There's no automatic way to migrate PhantomJS scripts to node.js scripts with Puppeteer. For more information and some guidance, check out our migration guide.
Q: Why do most of the API methods return promises?
Since Puppeteer's code is run by node.js, it exists out-of-process to the controlled chromium instance. This requires most of the API methods to be asynchronous to allow for the roundtrip to the browser.
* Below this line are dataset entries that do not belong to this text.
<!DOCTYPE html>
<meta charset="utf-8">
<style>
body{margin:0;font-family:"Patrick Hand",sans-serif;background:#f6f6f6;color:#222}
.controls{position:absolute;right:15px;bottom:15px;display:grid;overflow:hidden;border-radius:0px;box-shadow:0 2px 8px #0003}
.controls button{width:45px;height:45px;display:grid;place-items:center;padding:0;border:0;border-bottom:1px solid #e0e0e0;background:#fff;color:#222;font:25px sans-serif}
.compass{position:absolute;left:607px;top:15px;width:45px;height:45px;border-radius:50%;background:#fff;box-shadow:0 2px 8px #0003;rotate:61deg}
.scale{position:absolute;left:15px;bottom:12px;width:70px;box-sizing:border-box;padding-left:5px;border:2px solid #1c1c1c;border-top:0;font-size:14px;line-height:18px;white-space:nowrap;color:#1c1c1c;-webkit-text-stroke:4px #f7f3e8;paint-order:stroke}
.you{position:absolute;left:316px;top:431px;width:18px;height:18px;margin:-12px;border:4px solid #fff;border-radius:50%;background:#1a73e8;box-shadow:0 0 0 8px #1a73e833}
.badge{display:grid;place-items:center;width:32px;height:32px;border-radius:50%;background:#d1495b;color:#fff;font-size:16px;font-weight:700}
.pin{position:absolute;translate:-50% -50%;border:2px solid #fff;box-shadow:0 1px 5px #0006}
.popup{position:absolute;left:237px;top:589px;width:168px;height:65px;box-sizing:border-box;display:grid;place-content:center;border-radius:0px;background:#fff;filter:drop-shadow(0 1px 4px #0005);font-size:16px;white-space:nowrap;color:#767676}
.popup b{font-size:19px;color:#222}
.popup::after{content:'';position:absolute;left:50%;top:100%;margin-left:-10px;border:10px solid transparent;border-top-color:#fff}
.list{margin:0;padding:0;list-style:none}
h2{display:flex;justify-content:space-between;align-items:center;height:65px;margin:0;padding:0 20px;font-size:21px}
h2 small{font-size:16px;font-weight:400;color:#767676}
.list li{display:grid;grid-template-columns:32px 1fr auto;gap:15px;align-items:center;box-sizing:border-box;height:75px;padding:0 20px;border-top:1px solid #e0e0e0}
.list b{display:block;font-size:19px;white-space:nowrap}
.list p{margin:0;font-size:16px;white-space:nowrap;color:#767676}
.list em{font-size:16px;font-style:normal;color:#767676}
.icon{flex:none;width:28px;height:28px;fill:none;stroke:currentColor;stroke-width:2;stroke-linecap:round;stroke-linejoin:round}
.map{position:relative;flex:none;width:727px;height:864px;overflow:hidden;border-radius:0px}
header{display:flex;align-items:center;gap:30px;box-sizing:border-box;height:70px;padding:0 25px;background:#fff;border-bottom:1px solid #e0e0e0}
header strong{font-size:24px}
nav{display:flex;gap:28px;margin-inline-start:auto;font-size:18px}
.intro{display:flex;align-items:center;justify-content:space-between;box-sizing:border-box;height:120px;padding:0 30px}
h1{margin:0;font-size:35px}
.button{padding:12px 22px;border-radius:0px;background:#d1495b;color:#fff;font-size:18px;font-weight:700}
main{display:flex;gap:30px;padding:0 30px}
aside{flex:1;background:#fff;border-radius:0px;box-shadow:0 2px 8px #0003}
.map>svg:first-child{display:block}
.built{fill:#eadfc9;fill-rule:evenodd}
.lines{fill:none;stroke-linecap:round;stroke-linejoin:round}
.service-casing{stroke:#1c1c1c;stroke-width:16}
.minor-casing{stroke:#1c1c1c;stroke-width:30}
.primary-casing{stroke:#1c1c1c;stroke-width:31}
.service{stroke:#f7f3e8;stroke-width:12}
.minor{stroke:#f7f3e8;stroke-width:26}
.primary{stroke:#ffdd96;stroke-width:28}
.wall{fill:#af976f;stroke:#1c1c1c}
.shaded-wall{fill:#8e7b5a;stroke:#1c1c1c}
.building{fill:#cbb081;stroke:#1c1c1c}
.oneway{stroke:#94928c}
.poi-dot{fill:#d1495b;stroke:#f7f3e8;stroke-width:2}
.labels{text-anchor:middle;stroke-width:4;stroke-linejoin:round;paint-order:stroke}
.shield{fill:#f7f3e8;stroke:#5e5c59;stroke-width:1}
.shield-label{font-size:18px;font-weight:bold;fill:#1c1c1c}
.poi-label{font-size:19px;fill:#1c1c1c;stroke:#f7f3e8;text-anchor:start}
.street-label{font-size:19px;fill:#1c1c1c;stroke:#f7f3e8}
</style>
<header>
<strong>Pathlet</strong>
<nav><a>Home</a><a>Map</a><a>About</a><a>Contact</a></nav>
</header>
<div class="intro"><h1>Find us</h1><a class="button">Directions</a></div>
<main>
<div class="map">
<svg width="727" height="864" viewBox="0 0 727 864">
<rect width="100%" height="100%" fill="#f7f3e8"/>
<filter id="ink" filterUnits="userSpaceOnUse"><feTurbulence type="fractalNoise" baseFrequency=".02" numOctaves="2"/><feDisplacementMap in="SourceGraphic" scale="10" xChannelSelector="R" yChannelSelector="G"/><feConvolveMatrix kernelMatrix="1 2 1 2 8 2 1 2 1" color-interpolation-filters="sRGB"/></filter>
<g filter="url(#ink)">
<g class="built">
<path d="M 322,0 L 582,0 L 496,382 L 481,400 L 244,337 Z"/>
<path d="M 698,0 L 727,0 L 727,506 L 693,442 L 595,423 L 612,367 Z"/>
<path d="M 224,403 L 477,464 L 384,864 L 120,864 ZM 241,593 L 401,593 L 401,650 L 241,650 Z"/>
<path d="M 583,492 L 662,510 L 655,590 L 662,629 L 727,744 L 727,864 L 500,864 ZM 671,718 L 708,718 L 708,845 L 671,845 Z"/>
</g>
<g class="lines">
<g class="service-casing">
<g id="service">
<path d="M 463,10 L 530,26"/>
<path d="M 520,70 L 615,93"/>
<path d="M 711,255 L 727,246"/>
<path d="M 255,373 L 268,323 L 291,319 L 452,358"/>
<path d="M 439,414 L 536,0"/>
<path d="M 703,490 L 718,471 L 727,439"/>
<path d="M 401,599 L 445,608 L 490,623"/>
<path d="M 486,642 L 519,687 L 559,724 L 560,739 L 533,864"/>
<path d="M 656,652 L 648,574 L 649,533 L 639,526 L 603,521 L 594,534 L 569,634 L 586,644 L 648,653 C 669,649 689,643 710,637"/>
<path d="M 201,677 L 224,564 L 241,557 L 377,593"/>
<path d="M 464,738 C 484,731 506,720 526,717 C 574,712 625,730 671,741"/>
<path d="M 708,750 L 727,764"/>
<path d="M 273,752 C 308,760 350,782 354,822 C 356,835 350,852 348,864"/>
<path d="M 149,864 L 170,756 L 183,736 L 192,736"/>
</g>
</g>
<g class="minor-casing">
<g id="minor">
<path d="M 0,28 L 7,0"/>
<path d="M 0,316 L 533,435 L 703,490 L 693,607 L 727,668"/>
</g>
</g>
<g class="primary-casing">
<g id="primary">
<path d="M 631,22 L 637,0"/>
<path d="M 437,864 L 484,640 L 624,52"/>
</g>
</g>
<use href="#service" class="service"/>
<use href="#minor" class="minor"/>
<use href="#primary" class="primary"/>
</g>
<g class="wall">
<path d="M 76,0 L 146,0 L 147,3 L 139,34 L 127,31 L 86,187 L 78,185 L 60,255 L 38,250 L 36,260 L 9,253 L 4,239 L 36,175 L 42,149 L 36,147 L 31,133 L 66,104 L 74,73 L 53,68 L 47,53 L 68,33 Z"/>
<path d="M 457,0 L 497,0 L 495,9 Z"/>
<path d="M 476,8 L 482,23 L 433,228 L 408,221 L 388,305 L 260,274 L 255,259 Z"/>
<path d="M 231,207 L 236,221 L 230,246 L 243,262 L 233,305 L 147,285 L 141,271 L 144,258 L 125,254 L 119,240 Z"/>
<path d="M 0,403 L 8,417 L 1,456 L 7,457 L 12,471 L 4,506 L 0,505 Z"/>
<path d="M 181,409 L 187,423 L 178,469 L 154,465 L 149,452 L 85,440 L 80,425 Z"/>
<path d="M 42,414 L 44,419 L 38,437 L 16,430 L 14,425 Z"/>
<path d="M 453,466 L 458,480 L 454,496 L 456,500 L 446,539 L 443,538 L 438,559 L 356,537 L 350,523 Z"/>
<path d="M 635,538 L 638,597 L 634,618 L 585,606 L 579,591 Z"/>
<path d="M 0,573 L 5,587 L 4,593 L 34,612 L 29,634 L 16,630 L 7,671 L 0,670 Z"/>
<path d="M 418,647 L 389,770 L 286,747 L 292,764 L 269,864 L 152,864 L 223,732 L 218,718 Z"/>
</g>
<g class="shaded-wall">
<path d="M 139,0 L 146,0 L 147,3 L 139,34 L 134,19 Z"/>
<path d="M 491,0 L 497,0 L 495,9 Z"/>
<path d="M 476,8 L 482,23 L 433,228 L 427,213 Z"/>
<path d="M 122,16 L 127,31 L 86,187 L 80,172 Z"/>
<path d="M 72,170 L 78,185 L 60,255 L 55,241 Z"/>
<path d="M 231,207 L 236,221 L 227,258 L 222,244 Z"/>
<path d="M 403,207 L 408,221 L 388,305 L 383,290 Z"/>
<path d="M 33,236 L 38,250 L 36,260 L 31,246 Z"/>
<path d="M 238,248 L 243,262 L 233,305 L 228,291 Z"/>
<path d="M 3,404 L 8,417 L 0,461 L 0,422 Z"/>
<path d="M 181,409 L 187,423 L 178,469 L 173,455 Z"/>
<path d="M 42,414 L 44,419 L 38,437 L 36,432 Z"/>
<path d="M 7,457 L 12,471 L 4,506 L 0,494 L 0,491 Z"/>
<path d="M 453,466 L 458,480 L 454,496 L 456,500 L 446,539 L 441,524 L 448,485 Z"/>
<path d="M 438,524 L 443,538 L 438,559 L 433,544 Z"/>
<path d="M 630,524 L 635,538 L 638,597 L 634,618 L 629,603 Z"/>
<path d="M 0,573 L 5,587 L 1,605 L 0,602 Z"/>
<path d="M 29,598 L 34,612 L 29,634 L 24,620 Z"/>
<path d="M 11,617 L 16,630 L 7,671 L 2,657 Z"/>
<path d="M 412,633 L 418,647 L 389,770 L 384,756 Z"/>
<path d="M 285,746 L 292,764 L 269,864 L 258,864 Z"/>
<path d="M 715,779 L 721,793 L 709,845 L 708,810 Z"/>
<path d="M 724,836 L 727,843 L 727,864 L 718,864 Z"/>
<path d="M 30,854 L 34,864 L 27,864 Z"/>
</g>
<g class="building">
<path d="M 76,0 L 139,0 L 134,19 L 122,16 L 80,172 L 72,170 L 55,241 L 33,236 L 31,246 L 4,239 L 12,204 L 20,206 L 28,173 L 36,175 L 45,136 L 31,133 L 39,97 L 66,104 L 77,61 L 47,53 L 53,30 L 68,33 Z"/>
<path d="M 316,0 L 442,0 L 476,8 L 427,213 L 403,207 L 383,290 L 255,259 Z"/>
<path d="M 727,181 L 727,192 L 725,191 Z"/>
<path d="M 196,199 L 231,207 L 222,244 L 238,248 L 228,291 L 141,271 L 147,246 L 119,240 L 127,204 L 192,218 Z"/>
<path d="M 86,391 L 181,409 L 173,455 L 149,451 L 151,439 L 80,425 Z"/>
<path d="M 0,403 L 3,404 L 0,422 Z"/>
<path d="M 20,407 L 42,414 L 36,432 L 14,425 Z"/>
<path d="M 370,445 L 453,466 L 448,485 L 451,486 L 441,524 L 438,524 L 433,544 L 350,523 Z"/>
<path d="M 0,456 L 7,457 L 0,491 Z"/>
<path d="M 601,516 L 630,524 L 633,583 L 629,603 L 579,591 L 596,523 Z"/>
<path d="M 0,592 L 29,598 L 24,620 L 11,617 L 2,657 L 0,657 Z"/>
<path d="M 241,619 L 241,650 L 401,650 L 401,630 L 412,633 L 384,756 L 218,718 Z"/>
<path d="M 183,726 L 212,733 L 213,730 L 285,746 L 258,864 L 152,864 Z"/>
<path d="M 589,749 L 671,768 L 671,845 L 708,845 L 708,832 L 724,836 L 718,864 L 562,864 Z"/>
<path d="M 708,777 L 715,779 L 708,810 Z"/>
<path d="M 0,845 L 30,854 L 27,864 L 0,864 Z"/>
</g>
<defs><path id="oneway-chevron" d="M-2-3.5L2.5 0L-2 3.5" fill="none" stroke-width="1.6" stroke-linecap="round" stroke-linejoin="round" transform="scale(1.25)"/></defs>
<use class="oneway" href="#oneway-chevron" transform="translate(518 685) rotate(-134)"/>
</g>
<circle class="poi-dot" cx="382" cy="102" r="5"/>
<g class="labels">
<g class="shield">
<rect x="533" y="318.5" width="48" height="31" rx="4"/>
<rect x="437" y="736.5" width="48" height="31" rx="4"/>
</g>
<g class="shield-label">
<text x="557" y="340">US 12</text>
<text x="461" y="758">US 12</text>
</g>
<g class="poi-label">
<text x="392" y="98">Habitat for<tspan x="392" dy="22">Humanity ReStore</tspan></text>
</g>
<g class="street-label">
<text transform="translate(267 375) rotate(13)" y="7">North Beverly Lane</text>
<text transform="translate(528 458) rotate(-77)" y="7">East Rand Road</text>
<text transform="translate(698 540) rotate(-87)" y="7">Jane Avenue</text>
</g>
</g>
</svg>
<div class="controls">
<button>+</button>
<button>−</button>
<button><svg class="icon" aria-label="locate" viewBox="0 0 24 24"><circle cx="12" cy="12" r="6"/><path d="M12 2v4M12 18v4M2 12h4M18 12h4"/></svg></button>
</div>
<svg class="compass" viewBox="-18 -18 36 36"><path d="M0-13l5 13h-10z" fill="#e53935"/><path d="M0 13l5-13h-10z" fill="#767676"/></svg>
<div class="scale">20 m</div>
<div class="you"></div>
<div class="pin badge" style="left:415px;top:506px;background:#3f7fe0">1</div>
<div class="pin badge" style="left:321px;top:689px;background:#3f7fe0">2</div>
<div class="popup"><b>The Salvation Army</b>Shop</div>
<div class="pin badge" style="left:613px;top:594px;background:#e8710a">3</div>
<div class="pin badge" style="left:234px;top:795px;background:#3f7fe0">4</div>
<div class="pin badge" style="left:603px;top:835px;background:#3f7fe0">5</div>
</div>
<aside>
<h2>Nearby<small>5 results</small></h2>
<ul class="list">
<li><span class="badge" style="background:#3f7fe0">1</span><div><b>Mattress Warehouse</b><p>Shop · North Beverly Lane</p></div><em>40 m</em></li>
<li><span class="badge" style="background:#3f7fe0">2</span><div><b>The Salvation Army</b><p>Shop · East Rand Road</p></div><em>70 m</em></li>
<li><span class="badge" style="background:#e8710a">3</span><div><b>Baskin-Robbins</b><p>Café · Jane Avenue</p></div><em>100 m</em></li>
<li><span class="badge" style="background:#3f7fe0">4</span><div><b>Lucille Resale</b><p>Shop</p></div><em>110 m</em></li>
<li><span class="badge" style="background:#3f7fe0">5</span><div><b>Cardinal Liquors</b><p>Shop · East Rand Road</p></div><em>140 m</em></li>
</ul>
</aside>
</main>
However, with the new async/await
syntax this should not deal much troubles:
browser.newPage().then(async page => {
await page.setViewportSize({width: 1000, height: 1000});
await page.printToPDF('blank.pdf');
browser.close();
});
Q: What's "Phantom Shim"?
"Phantom Shim" is a layer built atop of Puppeteer API. The layer simulates phantomJS environment, employing unhealthy approaches (e.g. in-process code execution is emulated via nested event loops).
The shim is developed to run PhantomJS tests and estimate the comprehensiveness of Puppeteer API.